Beware the echo recession

Posted on April 13, 2009 in Education Debates, Governance Debates, Inclusion Debates – Opinions/ Special Comment – Beware the echo recession
April 13, 2009.   FRANK GRAVES

Now that we are deep into what appears to be a particularly savage recession, it is worth looking back at the last recession to see what we can learn. When I return to my polling data from the 1990s, the lesson is clear: The public’s sense of economic security is a fragile thing, and it does not always mirror what is happening in the “real” economy.

Even though Canada technically emerged from the last recession as early as 1991, as the nervous nineties unfolded, a sense of economic confidence and security emerged only slowly and painfully. In fact, it took roughly six more years for the public to recover its sense of optimism. That lag contributed to an “echo recession,” in which recovery was slower than it might otherwise have been, because of the public’s reluctance to invest and spend.

Just as an “irrational exuberance” can lead to the economic troubles we now face, by tempting people and businesses to make what in retrospect seem like irrational bets, an excessive pessimism in a downturn can impede our ability to return to robust growth.

We already know that the current downturn is having an extremely deleterious impact on consumer intentions. In a recent survey, we found that two-thirds of Canadians plan to cut back their spending on big-ticket items such as cars, appliances and computers. Interestingly, this is true even though the public continues to be more optimistic than most economic forecasters about the depth and duration of recession, and the ability of government to address it. Fears of job loss, for example, are still much lower now than they were in the mid-’90s, when the jobless rate had fallen considerably from its peak in 1993.

If the forecasters are right, consumers probably will become gloomier as reality sinks in. And the history of the last recession shows that the gloom does not lift anywhere near as quickly as growth returns.

This dynamic in public opinion is going to make recovery harder. It may be prudent for consumers to act cautiously during periods of economic decline; but when the economy starts growing again, this caution undermines the recovery. The point is that once the public’s sense of economic security is surrendered, it is very difficult to restore.

It may well be that corrosive impacts of this “echo recession” may be as serious as the recession itself. Unlike the recessions of the early 1980s and ’90s, the current downturn is taking place in a demographic context that may magnify the exaggerated sense of economic insecurity.

Canada had the largest baby boom of any advanced Western society, save Australia. The exuberant yuppies of the ’80s are now shell-shocked grumpies. As equity markets smoulder in ruin, the iconic Freedom 55 now looks like Freedom 95.

But we do not have to despair in the face of this likely echo recession. There are ways to reduce its length and severity. As governments spend and central banks loosen monetary policy in a neo-Keynesian frenzy to jump-start the economy, they should focus on the problem of the echo.

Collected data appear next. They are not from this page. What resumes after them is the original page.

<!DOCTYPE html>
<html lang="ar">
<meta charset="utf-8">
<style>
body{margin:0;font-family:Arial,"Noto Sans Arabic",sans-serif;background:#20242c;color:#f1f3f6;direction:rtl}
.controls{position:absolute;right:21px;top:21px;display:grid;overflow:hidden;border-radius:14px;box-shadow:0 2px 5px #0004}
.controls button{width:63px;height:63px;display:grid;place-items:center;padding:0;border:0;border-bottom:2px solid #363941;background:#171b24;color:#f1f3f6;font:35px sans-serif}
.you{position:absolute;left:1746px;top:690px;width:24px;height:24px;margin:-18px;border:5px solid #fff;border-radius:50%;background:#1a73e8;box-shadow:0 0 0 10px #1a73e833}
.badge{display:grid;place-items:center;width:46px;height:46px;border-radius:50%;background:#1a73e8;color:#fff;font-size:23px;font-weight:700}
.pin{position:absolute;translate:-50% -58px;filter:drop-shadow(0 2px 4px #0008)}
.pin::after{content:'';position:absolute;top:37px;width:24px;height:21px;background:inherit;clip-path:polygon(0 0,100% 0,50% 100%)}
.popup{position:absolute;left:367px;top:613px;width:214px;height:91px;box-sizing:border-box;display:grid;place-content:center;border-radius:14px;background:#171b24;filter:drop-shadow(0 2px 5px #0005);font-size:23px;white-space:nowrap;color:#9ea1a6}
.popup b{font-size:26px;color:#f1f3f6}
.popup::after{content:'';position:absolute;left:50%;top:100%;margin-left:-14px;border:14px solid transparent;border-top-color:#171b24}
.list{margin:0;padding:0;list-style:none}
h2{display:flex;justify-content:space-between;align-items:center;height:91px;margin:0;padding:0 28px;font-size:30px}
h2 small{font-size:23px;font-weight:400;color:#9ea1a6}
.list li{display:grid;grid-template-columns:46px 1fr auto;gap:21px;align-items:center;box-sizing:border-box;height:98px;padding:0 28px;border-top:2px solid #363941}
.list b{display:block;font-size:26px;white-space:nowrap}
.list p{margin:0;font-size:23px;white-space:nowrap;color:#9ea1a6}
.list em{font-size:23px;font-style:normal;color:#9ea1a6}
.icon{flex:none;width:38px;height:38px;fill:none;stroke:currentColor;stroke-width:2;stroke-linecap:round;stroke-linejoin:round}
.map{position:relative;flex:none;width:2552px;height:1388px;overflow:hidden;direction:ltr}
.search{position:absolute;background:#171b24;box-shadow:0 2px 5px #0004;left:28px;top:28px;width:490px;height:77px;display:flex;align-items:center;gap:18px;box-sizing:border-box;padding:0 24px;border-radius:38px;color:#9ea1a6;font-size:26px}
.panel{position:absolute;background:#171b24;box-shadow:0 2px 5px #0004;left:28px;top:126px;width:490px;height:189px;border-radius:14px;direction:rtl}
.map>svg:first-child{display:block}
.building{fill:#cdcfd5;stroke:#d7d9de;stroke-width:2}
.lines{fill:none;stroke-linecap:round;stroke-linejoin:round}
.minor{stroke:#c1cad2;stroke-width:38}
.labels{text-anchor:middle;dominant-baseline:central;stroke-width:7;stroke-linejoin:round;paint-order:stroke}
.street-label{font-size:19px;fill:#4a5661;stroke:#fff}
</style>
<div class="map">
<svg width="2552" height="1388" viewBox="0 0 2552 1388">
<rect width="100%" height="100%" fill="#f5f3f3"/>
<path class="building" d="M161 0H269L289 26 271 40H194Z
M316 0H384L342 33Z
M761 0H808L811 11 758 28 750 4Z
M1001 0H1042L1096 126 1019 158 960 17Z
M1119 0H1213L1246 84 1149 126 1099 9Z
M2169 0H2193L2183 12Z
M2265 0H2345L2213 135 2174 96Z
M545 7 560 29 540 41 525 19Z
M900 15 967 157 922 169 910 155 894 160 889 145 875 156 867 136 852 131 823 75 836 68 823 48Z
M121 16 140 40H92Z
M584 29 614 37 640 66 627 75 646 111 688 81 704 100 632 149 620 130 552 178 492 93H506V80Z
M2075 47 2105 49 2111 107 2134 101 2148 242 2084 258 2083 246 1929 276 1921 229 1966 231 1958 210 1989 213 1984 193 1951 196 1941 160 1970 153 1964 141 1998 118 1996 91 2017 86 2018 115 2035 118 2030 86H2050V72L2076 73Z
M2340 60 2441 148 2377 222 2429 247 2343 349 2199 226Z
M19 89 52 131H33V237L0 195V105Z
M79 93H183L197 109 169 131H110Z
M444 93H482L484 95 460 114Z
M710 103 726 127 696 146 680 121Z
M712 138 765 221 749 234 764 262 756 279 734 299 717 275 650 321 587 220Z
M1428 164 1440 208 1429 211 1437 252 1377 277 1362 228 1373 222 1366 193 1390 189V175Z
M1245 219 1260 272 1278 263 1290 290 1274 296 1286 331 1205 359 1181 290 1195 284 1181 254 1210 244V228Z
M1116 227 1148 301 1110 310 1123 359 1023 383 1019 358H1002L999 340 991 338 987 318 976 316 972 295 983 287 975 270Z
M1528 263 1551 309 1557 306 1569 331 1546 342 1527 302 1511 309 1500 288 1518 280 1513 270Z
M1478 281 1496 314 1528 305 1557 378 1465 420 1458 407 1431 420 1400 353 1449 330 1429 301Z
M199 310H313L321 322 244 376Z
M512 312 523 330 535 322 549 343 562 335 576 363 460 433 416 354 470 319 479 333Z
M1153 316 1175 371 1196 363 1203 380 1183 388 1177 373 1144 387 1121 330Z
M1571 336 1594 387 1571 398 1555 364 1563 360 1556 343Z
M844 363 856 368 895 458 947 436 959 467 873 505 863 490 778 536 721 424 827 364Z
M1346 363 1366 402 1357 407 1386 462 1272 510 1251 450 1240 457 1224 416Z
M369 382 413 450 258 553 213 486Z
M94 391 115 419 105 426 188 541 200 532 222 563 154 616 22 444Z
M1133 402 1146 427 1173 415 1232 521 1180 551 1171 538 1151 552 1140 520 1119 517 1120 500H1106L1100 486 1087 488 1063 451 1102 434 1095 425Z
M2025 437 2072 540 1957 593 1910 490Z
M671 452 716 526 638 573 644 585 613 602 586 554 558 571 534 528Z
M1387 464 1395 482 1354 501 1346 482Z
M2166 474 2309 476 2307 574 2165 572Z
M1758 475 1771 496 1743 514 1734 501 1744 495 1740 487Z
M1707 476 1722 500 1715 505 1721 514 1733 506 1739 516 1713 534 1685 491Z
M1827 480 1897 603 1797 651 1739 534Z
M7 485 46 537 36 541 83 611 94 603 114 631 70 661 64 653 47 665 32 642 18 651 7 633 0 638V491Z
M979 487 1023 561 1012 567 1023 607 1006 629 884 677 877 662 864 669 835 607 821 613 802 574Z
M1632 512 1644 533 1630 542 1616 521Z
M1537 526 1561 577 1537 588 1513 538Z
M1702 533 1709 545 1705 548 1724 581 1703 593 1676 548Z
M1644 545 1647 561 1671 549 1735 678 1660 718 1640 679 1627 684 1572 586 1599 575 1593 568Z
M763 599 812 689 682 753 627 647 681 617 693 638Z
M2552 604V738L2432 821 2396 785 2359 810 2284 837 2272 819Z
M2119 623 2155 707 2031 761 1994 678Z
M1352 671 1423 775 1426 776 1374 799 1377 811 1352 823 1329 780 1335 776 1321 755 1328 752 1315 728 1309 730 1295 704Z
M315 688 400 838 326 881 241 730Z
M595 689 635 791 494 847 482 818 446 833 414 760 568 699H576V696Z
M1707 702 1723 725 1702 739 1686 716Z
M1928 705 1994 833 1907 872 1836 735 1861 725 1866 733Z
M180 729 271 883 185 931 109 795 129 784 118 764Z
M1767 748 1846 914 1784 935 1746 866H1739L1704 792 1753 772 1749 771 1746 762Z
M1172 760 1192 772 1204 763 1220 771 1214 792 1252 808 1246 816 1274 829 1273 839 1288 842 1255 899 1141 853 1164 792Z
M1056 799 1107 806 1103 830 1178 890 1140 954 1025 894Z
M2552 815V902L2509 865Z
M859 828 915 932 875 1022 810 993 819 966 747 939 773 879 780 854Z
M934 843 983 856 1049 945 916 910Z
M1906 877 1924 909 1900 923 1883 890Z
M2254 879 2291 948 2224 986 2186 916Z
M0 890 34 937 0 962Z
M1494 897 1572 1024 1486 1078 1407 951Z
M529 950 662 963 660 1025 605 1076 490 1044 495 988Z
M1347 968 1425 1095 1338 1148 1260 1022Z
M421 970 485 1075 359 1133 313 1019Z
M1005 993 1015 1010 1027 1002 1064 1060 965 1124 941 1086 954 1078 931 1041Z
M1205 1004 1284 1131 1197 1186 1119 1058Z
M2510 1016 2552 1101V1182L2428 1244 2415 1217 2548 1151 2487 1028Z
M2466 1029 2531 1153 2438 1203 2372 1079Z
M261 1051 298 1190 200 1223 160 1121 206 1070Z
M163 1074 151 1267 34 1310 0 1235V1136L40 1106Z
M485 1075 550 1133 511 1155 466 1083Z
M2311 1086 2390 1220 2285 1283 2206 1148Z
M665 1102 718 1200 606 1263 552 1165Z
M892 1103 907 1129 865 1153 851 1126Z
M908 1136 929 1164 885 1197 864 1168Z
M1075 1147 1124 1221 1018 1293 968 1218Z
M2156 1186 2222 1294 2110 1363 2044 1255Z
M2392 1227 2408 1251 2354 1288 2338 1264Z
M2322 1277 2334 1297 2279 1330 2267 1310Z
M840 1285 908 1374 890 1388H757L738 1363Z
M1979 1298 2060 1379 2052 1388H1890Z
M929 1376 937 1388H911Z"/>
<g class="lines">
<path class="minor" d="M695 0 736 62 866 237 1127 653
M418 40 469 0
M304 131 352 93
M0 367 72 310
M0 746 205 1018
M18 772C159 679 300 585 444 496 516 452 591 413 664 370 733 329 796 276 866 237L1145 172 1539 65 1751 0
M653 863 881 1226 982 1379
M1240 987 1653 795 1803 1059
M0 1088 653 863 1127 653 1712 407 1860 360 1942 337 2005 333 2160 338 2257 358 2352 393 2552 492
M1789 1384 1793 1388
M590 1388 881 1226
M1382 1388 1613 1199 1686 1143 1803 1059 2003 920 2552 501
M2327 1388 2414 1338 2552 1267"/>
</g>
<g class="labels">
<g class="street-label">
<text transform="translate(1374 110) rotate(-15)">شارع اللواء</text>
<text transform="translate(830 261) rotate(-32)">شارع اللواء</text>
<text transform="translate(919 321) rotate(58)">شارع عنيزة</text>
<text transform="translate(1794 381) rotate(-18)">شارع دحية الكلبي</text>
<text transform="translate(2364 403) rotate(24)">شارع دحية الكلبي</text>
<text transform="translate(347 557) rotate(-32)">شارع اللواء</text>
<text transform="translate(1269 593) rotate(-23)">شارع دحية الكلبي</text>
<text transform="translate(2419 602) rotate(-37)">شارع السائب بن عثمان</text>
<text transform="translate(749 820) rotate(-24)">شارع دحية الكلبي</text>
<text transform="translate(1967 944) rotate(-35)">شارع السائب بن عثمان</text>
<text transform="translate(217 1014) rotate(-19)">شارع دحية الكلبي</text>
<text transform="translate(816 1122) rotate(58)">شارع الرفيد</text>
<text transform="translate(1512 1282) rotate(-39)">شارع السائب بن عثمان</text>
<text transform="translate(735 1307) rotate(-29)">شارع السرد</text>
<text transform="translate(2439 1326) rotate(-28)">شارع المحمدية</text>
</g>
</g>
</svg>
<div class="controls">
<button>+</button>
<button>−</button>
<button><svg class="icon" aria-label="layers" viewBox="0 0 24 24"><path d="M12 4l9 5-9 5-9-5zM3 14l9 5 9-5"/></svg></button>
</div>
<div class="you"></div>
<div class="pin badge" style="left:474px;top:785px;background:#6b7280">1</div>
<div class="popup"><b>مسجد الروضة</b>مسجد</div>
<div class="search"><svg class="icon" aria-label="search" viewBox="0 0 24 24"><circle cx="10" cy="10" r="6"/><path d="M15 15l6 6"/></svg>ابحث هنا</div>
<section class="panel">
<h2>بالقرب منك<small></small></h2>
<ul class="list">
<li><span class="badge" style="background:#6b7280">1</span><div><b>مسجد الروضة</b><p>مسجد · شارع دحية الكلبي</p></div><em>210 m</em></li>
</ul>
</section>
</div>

One approach has been the “noble lie.” Prime Minister Stephen Harper, President Barack Obama, Bank of Canada Governor Mark Carney and U.S. Federal Reserve chairman Ben Bernanke have all been suggesting that things are better – or will soon be better – than they manifestly are. Maybe they have no choice, given that much of the media have seized almost gleefully on the most apocalyptic pronouncements of economists and other “experts.” The net effect, however, is likely to confuse the public.

We also know that exaggerated risk perceptions are highest when the source of fear is relatively alien or unfamiliar and when individuals feel they have no direct control over their circumstances.

So what to do? A skeptical but, by historic measures, relatively sophisticated public wants absolute candour. And individuals have to be shown ways in which they can fit themselves into the economic recovery.

There is no magic bullet that will cause the public to recognize the end of the recession and act accordingly. But there are three things we can do to minimize this problem.

First, we can shift away from specious forecasts and conjecture to provide the most rapid, accessible and neutral picture of actual economic performance. We need a distilled summary of where we are, day to day and week to week. This should come from a blue ribbon source such as the Bank of Canada, but it should come faster than it does now and be more accessible to ordinary people. Cutting the lag time between economic reporting and economic reality would reduce our reliance on the cacophony of conflicting forecasts.

Second, we should focus stimulative spending on reconstructing our economy for the 21st century. Our research indicates that Canadians are just as concerned with where we will be in 10 years as they are about the current recession. So let’s fill the potholes, but let’s also construct a world-leading post-carbon economy.

Third, the crucial mechanism for determining both individual and national success in the 21st century will be knowledge and innovation. We need a blueprint that will allow us to combine a smarter, more agile population with technical and business innovation to elevate our competitive position. Canadians want higher productivity and the better quality of life that comes with it. They want to feel a sense of participation and ownership in efforts to rebuild our economy – and if they have that sense, they will go out and learn, innovate, invest and buy.

Frank Graves is president of Ekos Research Associates Inc.